→ **Your instructions**
This exercise calls for every record to be returned exactly, with pictures removed.
[[ Recorded data open ]]
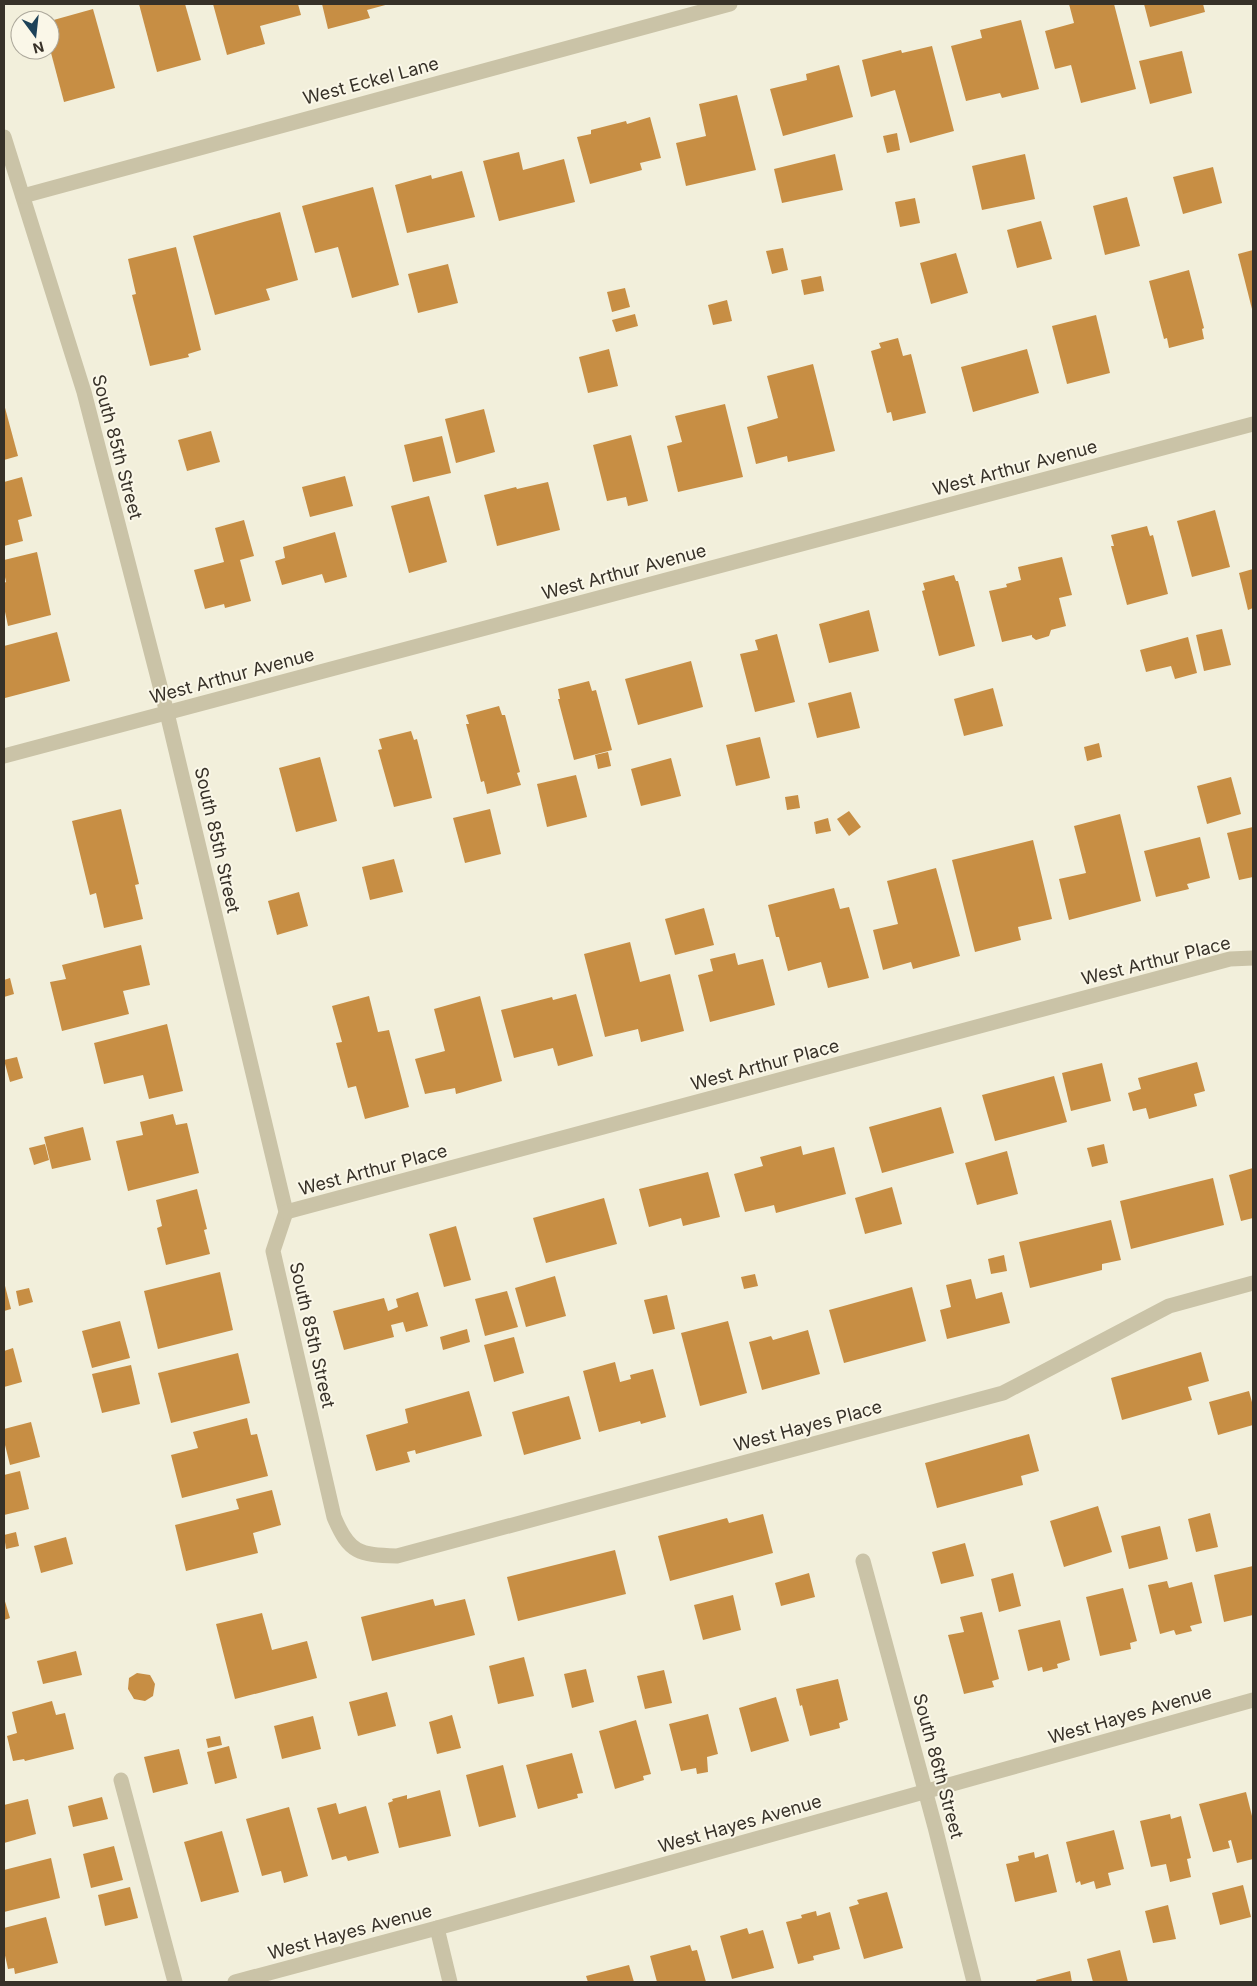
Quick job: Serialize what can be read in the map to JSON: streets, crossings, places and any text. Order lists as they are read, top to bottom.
{
  "streets": {
    "street": [
      "West Eckel Lane",
      "South 85th Street",
      "West Arthur Avenue",
      "West Arthur Place",
      "West Hayes Place",
      "West Hayes Avenue",
      "South 86th Street"
    ]
  },
  "crossings": [
    ["West Eckel Lane", "South 85th Street"],
    ["South 85th Street", "West Arthur Avenue"],
    ["South 85th Street", "West Arthur Place"],
    ["South 85th Street", "West Hayes Place"],
    ["West Hayes Avenue", "South 86th Street"]
  ],
  "north": "bottom"
}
[[ Recorded data closed ]]
→ **The completed task**
Quick job: Serialize what can be read in the map to JSON: streets, crossings, places and any text. Order lists as they are read, top to bottom.
{
  "streets": {
    "street": [
      "West Eckel Lane",
      "South 85th Street",
      "West Arthur Avenue",
      "West Arthur Place",
      "West Hayes Place",
      "West Hayes Avenue",
      "South 86th Street"
    ]
  },
  "crossings": [
    ["West Eckel Lane", "South 85th Street"],
    ["South 85th Street", "West Arthur Avenue"],
    ["South 85th Street", "West Arthur Place"],
    ["South 85th Street", "West Hayes Place"],
    ["West Hayes Avenue", "South 86th Street"]
  ],
  "north": "bottom"
}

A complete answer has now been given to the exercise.